• **Your objective**
Keep the images out while you set down the data exactly.

• **Task material**
◆ ◆ ◆ ◆

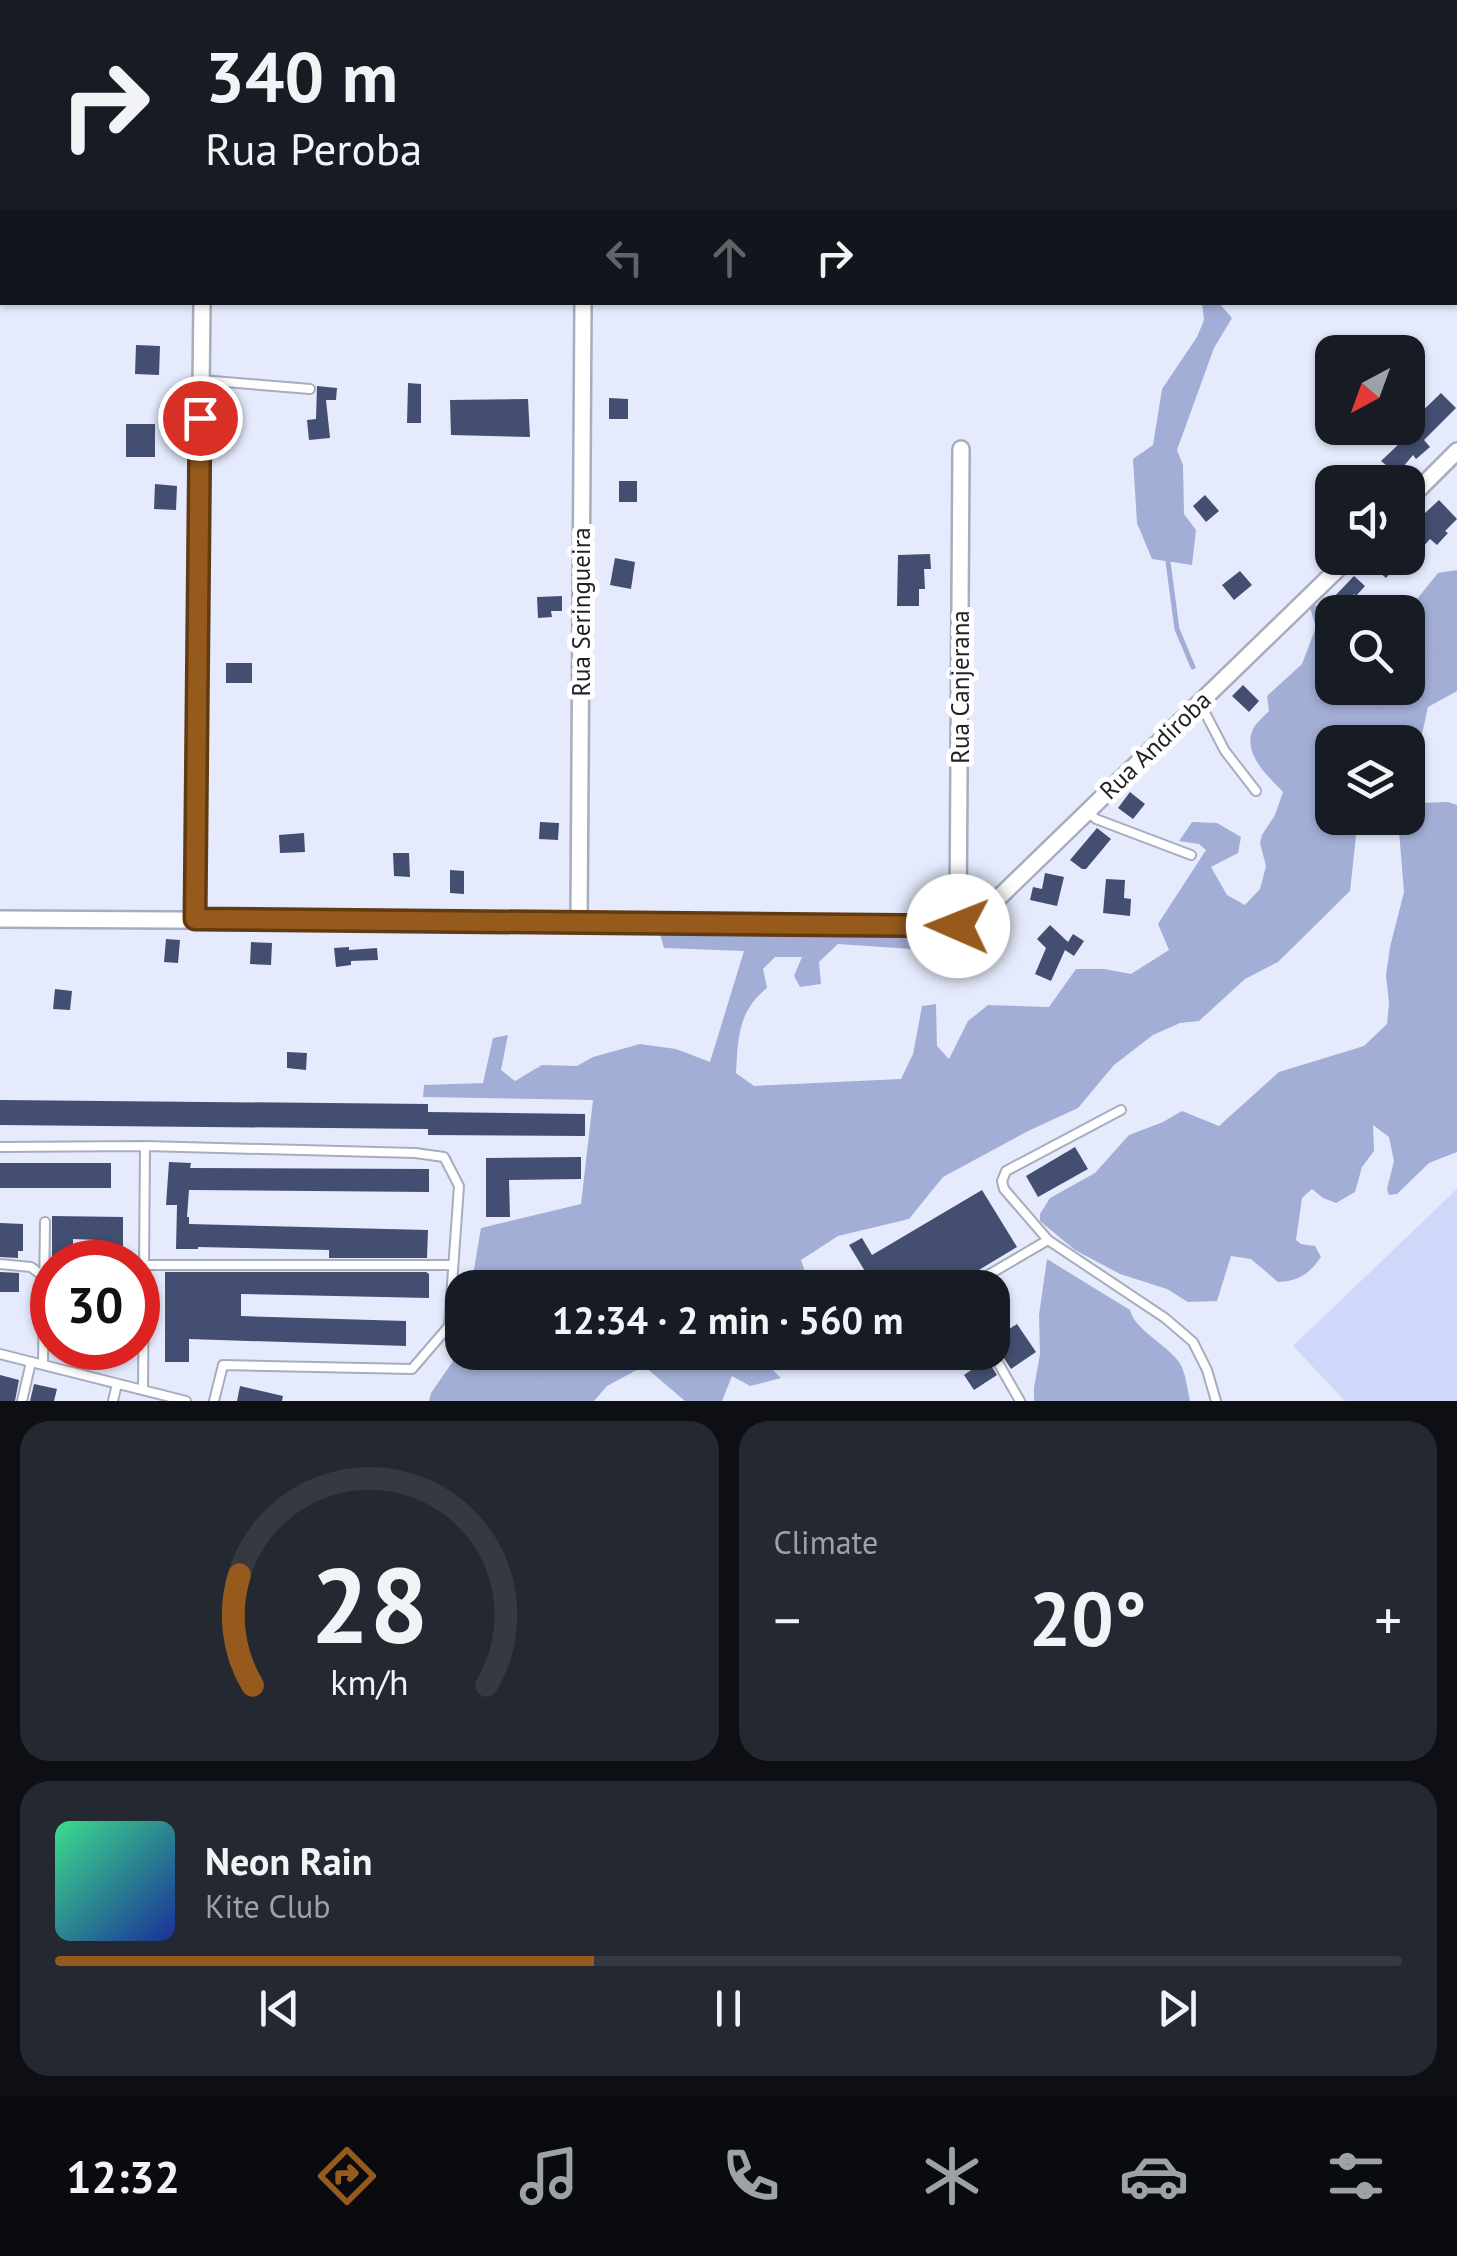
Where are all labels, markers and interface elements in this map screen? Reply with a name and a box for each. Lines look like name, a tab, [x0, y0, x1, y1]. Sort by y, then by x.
text: 340 m	[205, 31, 398, 121]
icon: right	[40, 40, 170, 170]
text: Rua Peroba	[205, 119, 422, 177]
icon: left	[597, 230, 652, 285]
icon: ahead	[702, 230, 757, 285]
icon: right	[807, 230, 862, 285]
north arrow	[1315, 335, 1425, 445]
map controls	[1315, 335, 1425, 835]
pin	[158, 376, 243, 461]
icon: arrive	[173, 391, 228, 446]
button: sound	[1315, 465, 1425, 575]
street label: Rua Seringueira	[565, 527, 597, 697]
button: search	[1315, 595, 1425, 705]
street label: Rua Canjerana	[944, 610, 976, 764]
street label: Rua Andiroba	[1093, 684, 1217, 806]
button: layers	[1315, 725, 1425, 835]
position arrow	[906, 874, 1010, 978]
speed limit sign: 30	[30, 1240, 160, 1370]
text: 12:34 · 2 min · 560 m	[552, 1295, 903, 1344]
text: Climate	[774, 1521, 878, 1563]
text: 28	[310, 1537, 428, 1672]
text: 20°	[1029, 1570, 1147, 1667]
text: −	[774, 1584, 801, 1655]
text: +	[1374, 1584, 1402, 1655]
text: km/h	[330, 1659, 408, 1705]
text: Neon Rain	[205, 1836, 372, 1885]
text: Kite Club	[205, 1885, 331, 1927]
icon: previous	[252, 1981, 307, 2036]
icon: pause	[701, 1981, 756, 2036]
icon: next	[1150, 1981, 1205, 2036]
icon: directions	[312, 2141, 382, 2211]
icon: music	[514, 2141, 584, 2211]
icon: phone	[716, 2141, 786, 2211]
icon: climate	[917, 2141, 987, 2211]
icon: car	[1119, 2141, 1189, 2211]
icon: filters	[1321, 2141, 1391, 2211]
text: 12:32	[66, 2147, 180, 2205]

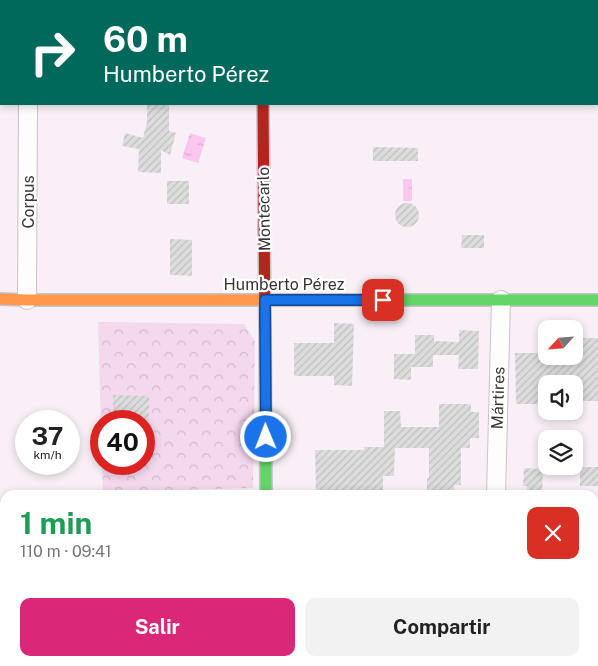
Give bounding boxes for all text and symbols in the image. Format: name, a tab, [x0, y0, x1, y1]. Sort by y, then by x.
text: 60 m	[103, 19, 188, 60]
icon: right	[20, 20, 85, 85]
text: Humberto Pérez	[103, 61, 269, 87]
street label: Montecarlo	[254, 167, 274, 251]
street label: Corpus	[19, 175, 38, 229]
street label: Humberto Pérez	[224, 275, 345, 294]
pin	[362, 279, 404, 321]
icon: arrive	[369, 286, 397, 314]
north arrow	[538, 320, 582, 365]
map controls	[538, 320, 583, 475]
street label: Mártires	[487, 366, 509, 430]
button: sound	[538, 375, 583, 420]
speed limit sign: 40	[90, 410, 155, 475]
position arrow	[239, 410, 291, 462]
text: 37	[32, 421, 63, 451]
button: layers	[538, 430, 583, 475]
text: km/h	[33, 448, 62, 462]
text: 1 min	[20, 505, 92, 541]
button: close	[527, 507, 579, 559]
text: 110 m · 09:41	[20, 542, 112, 561]
button: Salir	[20, 598, 295, 656]
button: Compartir	[305, 598, 579, 656]

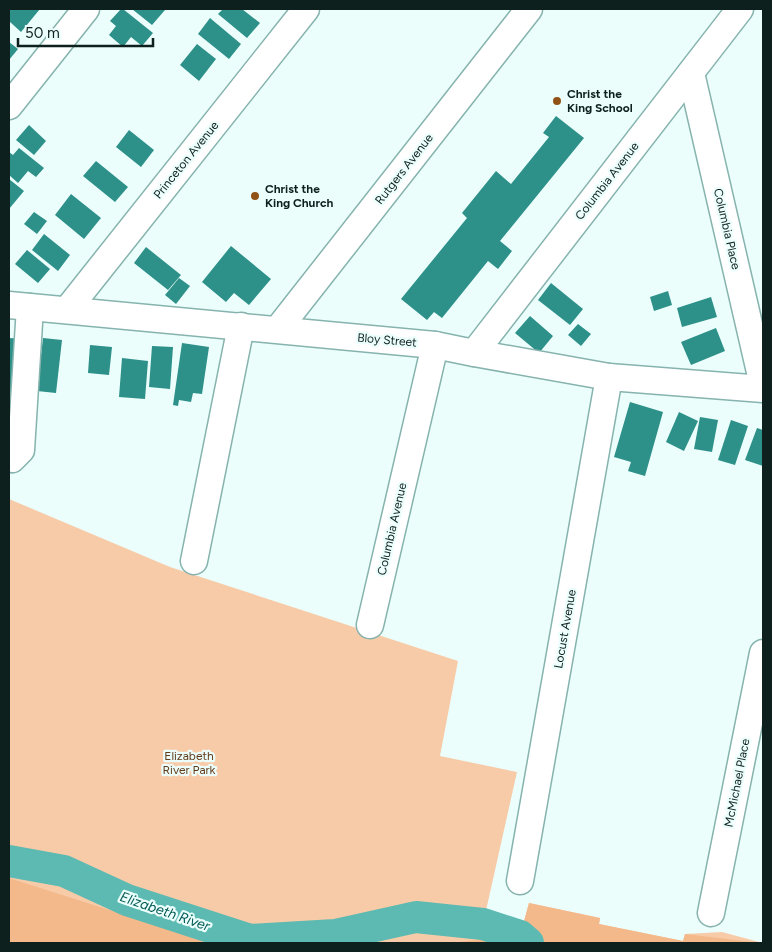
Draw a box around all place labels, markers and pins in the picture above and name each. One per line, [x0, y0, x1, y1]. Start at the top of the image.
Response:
place label: Christ the King School [567, 87, 633, 115]
marker: Christ the King School [551, 95, 563, 107]
place label: Christ the King Church [265, 182, 333, 210]
marker: Christ the King Church [249, 190, 261, 202]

◆ ◆ ◆ ◆

• **Result for this task**
Where are all labels, markers and interface elements in this map screen? Reply with a name and a box for each. Lines look like name, a tab, [x0, y0, x1, y1]. Sort by y, then by x.
text: 340 m	[205, 31, 398, 121]
icon: right	[40, 40, 170, 170]
text: Rua Peroba	[205, 119, 422, 177]
icon: left	[597, 230, 652, 285]
icon: ahead	[702, 230, 757, 285]
icon: right	[807, 230, 862, 285]
north arrow	[1315, 335, 1425, 445]
map controls	[1315, 335, 1425, 835]
pin	[158, 376, 243, 461]
icon: arrive	[173, 391, 228, 446]
button: sound	[1315, 465, 1425, 575]
street label: Rua Seringueira	[565, 527, 597, 697]
button: search	[1315, 595, 1425, 705]
street label: Rua Canjerana	[944, 610, 976, 764]
street label: Rua Andiroba	[1093, 684, 1217, 806]
button: layers	[1315, 725, 1425, 835]
position arrow	[906, 874, 1010, 978]
speed limit sign: 30	[30, 1240, 160, 1370]
text: 12:34 · 2 min · 560 m	[552, 1295, 903, 1344]
text: Climate	[774, 1521, 878, 1563]
text: 28	[310, 1537, 428, 1672]
text: 20°	[1029, 1570, 1147, 1667]
text: −	[774, 1584, 801, 1655]
text: +	[1374, 1584, 1402, 1655]
text: km/h	[330, 1659, 408, 1705]
text: Neon Rain	[205, 1836, 372, 1885]
text: Kite Club	[205, 1885, 331, 1927]
icon: previous	[252, 1981, 307, 2036]
icon: pause	[701, 1981, 756, 2036]
icon: next	[1150, 1981, 1205, 2036]
icon: directions	[312, 2141, 382, 2211]
icon: music	[514, 2141, 584, 2211]
icon: phone	[716, 2141, 786, 2211]
icon: climate	[917, 2141, 987, 2211]
icon: car	[1119, 2141, 1189, 2211]
icon: filters	[1321, 2141, 1391, 2211]
text: 12:32	[66, 2147, 180, 2205]

Give bounding boxes for all text and symbols in the image. Format: name, a tab, [x0, y0, x1, y1]. Sort by y, then by x.
text: 60 m	[103, 19, 188, 60]
icon: right	[20, 20, 85, 85]
text: Humberto Pérez	[103, 61, 269, 87]
street label: Montecarlo	[254, 167, 274, 251]
street label: Corpus	[19, 175, 38, 229]
street label: Humberto Pérez	[224, 275, 345, 294]
pin	[362, 279, 404, 321]
icon: arrive	[369, 286, 397, 314]
north arrow	[538, 320, 582, 365]
map controls	[538, 320, 583, 475]
street label: Mártires	[487, 366, 509, 430]
button: sound	[538, 375, 583, 420]
speed limit sign: 40	[90, 410, 155, 475]
position arrow	[239, 410, 291, 462]
text: 37	[32, 421, 63, 451]
button: layers	[538, 430, 583, 475]
text: km/h	[33, 448, 62, 462]
text: 1 min	[20, 505, 92, 541]
button: close	[527, 507, 579, 559]
text: 110 m · 09:41	[20, 542, 112, 561]
button: Salir	[20, 598, 295, 656]
button: Compartir	[305, 598, 579, 656]

Draw a box around all place labels, markers and pins in the picture above and name each. One per line, [x0, y0, x1, y1]. Start at the top of the image.
Response:
place label: Christ the King School [567, 87, 633, 115]
marker: Christ the King School [551, 95, 563, 107]
place label: Christ the King Church [265, 182, 333, 210]
marker: Christ the King Church [249, 190, 261, 202]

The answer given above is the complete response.